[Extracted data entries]
============================================================

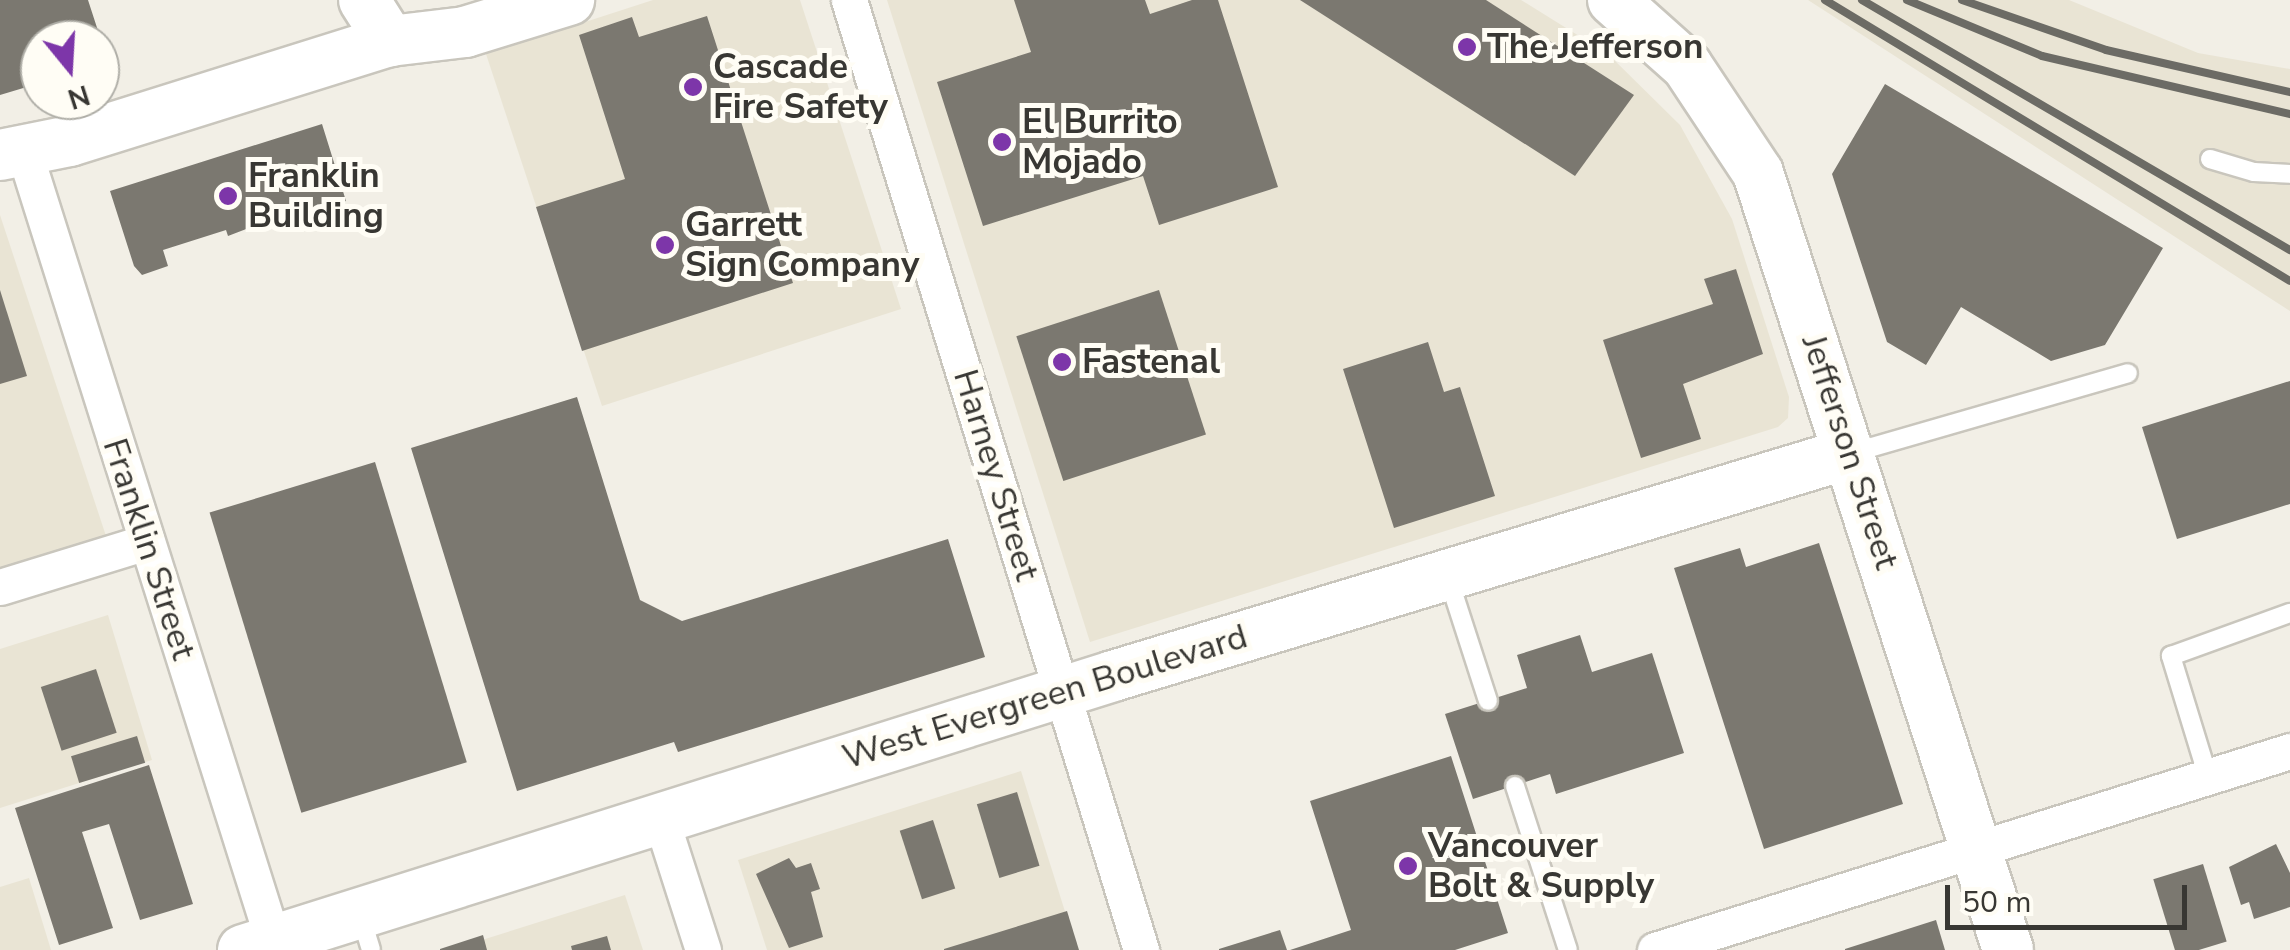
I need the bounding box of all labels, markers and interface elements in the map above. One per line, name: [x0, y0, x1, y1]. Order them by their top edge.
north arrow: [20, 20, 120, 120]
place label: The Jefferson: [1487, 26, 1703, 68]
marker: The Jefferson: [1456, 36, 1478, 58]
place label: Cascade Fire Safety: [713, 46, 888, 128]
text: N: [63, 75, 94, 118]
marker: Cascade Fire Safety: [682, 76, 704, 98]
place label: El Burrito Mojado: [1022, 101, 1178, 183]
marker: El Burrito Mojado: [991, 131, 1013, 153]
place label: Franklin Building: [248, 155, 384, 237]
marker: Franklin Building: [217, 185, 239, 207]
place label: Garrett Sign Company: [685, 204, 919, 286]
marker: Garrett Sign Company: [654, 234, 676, 256]
street label: Jefferson Street: [1792, 330, 1908, 574]
place label: Fastenal: [1082, 341, 1220, 383]
marker: Fastenal: [1051, 351, 1073, 373]
street label: Harney Street: [944, 364, 1048, 586]
street label: Franklin Street: [93, 433, 205, 665]
street label: West Evergreen Boulevard: [838, 615, 1252, 779]
place label: Vancouver Bolt & Supply: [1428, 825, 1654, 907]
marker: Vancouver Bolt & Supply: [1397, 855, 1419, 877]
scale bar: [1950, 865, 2192, 927]
text: 50 m: [1962, 882, 2031, 923]

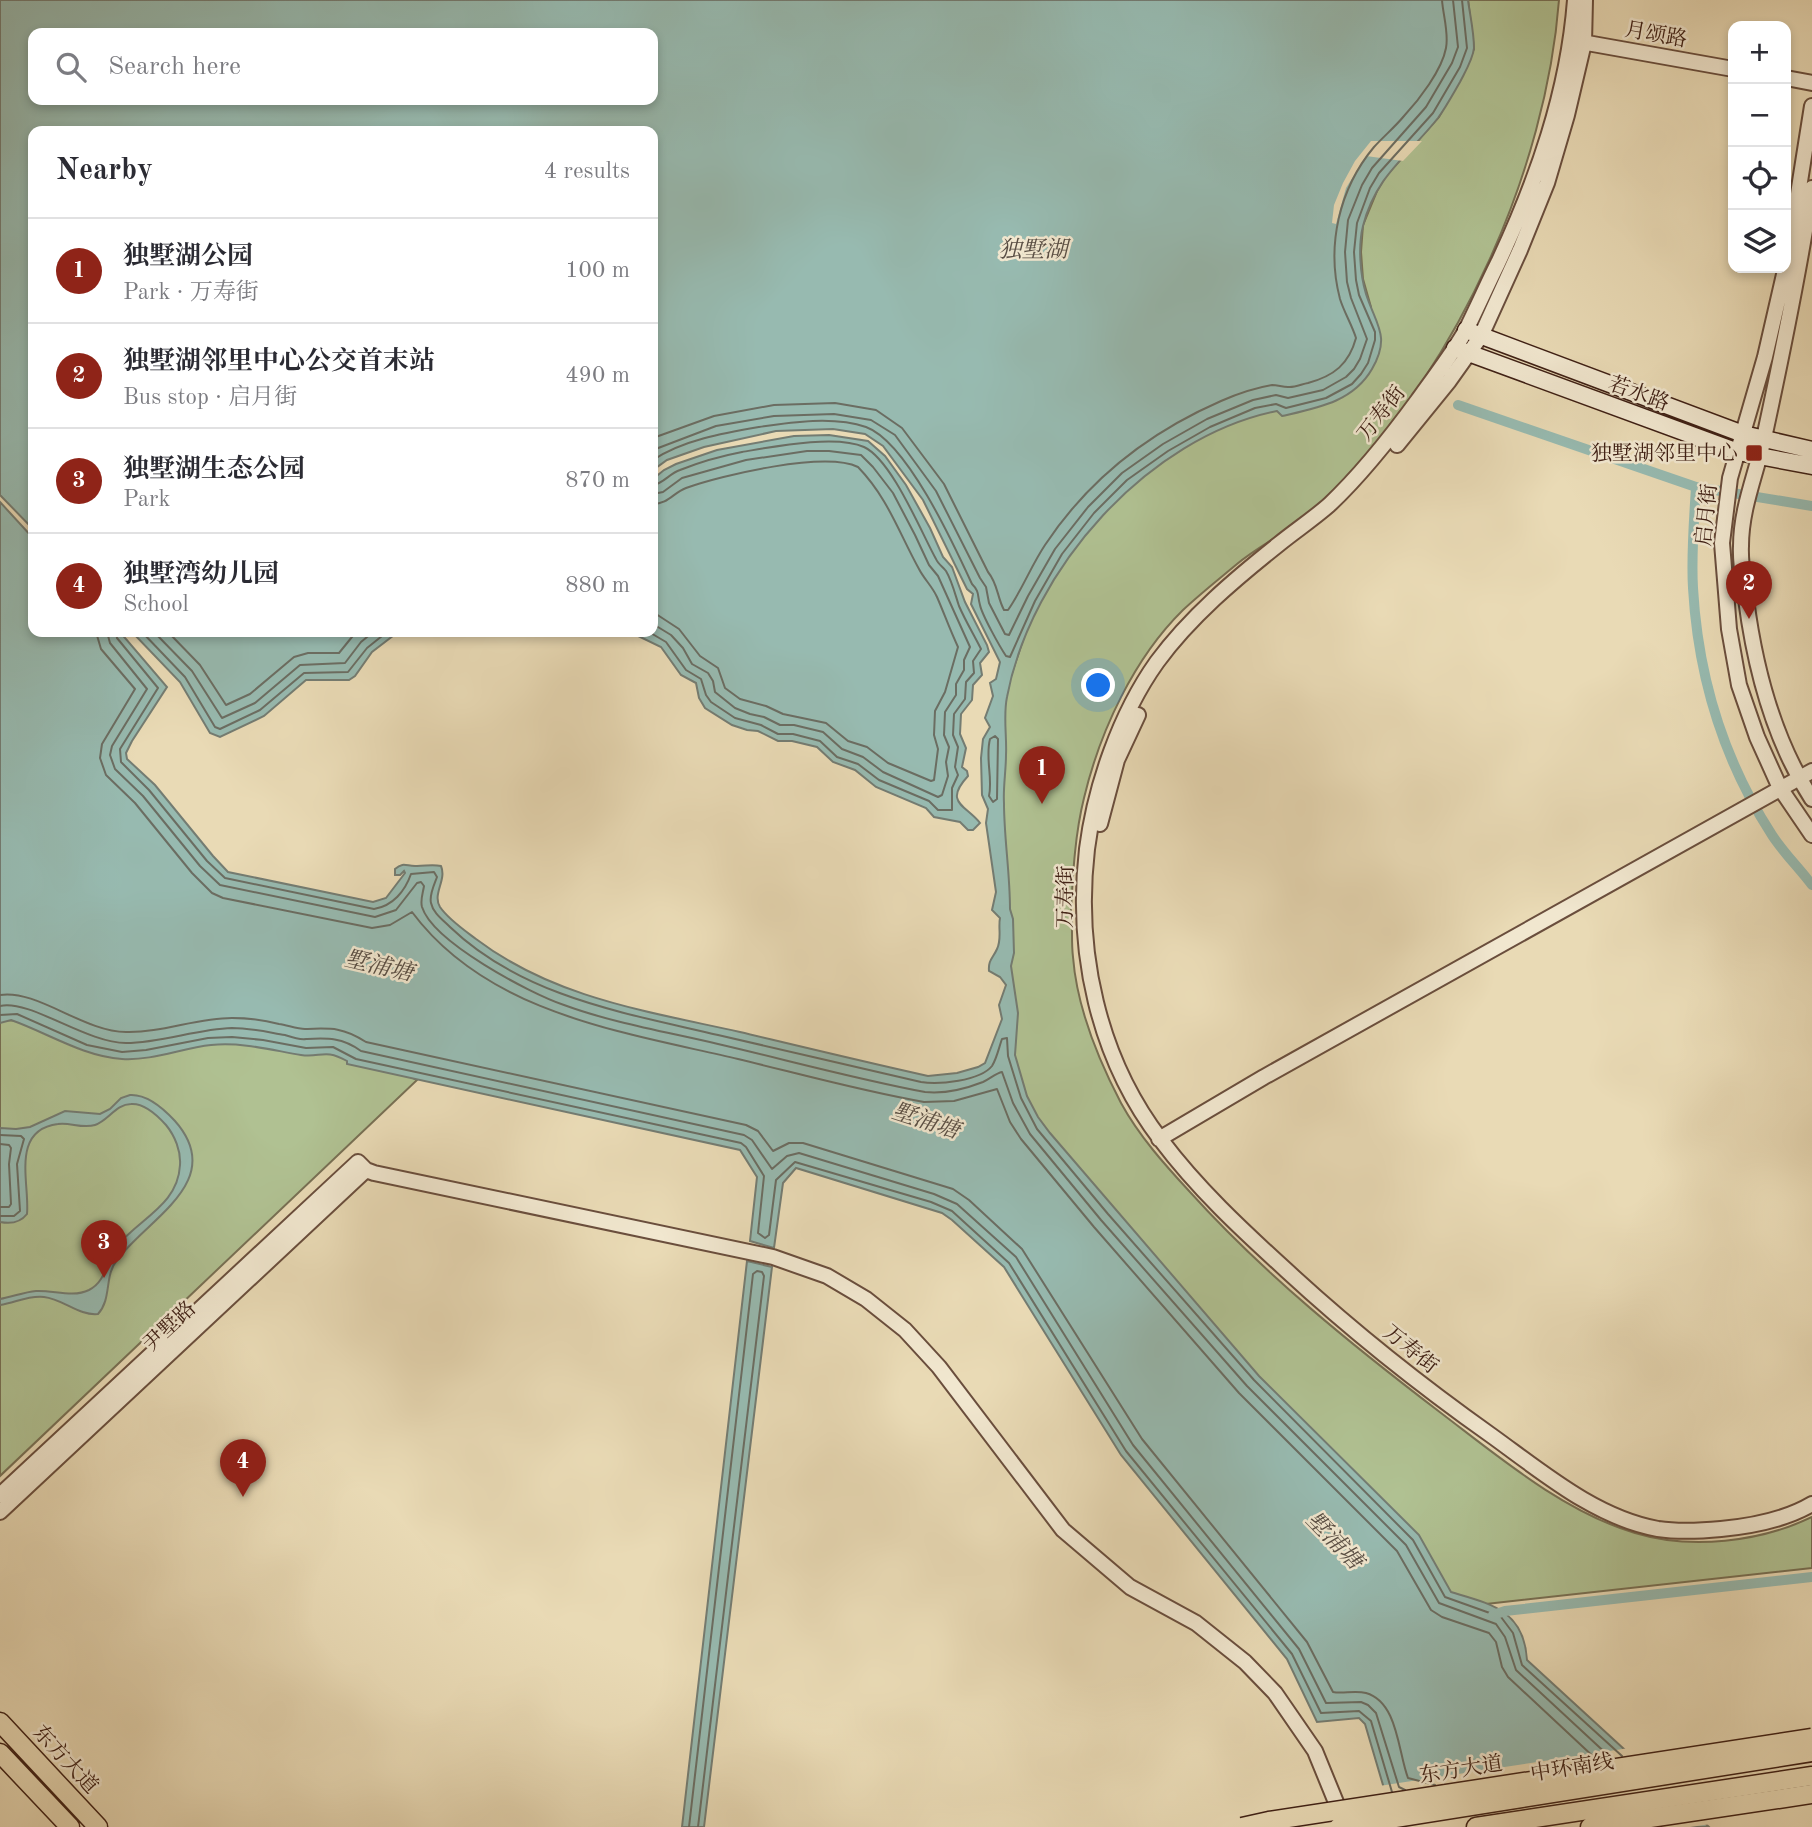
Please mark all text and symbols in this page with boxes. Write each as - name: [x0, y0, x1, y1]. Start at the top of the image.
- street label: 月颂路: [1623, 18, 1689, 51]
- map controls: [1728, 21, 1791, 273]
- button: +: [1728, 21, 1791, 84]
- search box: [28, 28, 658, 105]
- icon: search: [52, 48, 90, 86]
- text: Search here: [108, 54, 241, 80]
- button: −: [1728, 84, 1791, 147]
- button: locate: [1728, 147, 1791, 210]
- text: Nearby: [56, 156, 153, 186]
- text: 4 results: [544, 160, 630, 183]
- button: layers: [1728, 210, 1791, 273]
- water label: 独墅湖: [999, 237, 1072, 262]
- text: 独墅湖公园: [123, 244, 253, 270]
- text: 1: [72, 259, 86, 282]
- text: 100 m: [565, 259, 630, 282]
- text: Park · 万寿街: [123, 281, 259, 304]
- text: 独墅湖邻里中心公交首末站: [123, 349, 435, 375]
- text: 2: [72, 364, 86, 387]
- text: 490 m: [565, 364, 630, 387]
- street label: 若水路: [1605, 372, 1672, 415]
- street label: 万寿街: [1353, 381, 1410, 445]
- text: Bus stop · 启月街: [123, 386, 297, 409]
- place label: 独墅湖邻里中心: [1591, 442, 1738, 465]
- marker: 独墅湖邻里中心: [1744, 443, 1764, 463]
- text: 独墅湖生态公园: [123, 457, 305, 483]
- text: 3: [72, 469, 86, 492]
- text: 870 m: [565, 469, 630, 492]
- street label: 启月街: [1692, 483, 1721, 548]
- text: Park: [123, 488, 170, 511]
- pin: 2: [1726, 561, 1772, 619]
- text: 独墅湾幼儿园: [123, 562, 279, 588]
- text: 4: [72, 574, 86, 597]
- text: 880 m: [565, 574, 630, 597]
- text: School: [123, 593, 189, 616]
- your location: [1081, 668, 1115, 702]
- pin: 1: [1019, 746, 1065, 804]
- street label: 万寿街: [1053, 865, 1078, 929]
- water label: 墅浦塘: [342, 946, 419, 986]
- water label: 墅浦塘: [889, 1098, 966, 1144]
- pin: 3: [81, 1220, 127, 1278]
- street label: 尹墅路: [138, 1296, 200, 1356]
- street label: 万寿街: [1379, 1321, 1442, 1378]
- pin: 4: [220, 1439, 266, 1497]
- water label: 墅浦塘: [1302, 1507, 1370, 1577]
- street label: 东方大道: [29, 1721, 103, 1798]
- street label: 中环南线: [1529, 1750, 1615, 1785]
- street label: 东方大道: [1418, 1752, 1504, 1787]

============================================================

● **What the task asks**: Filter the lines above, keeping and copying those that contain "Vancouver".

● **Your solution**:
place label: Vancouver Bolt & Supply: [1428, 825, 1654, 907]
marker: Vancouver Bolt & Supply: [1397, 855, 1419, 877]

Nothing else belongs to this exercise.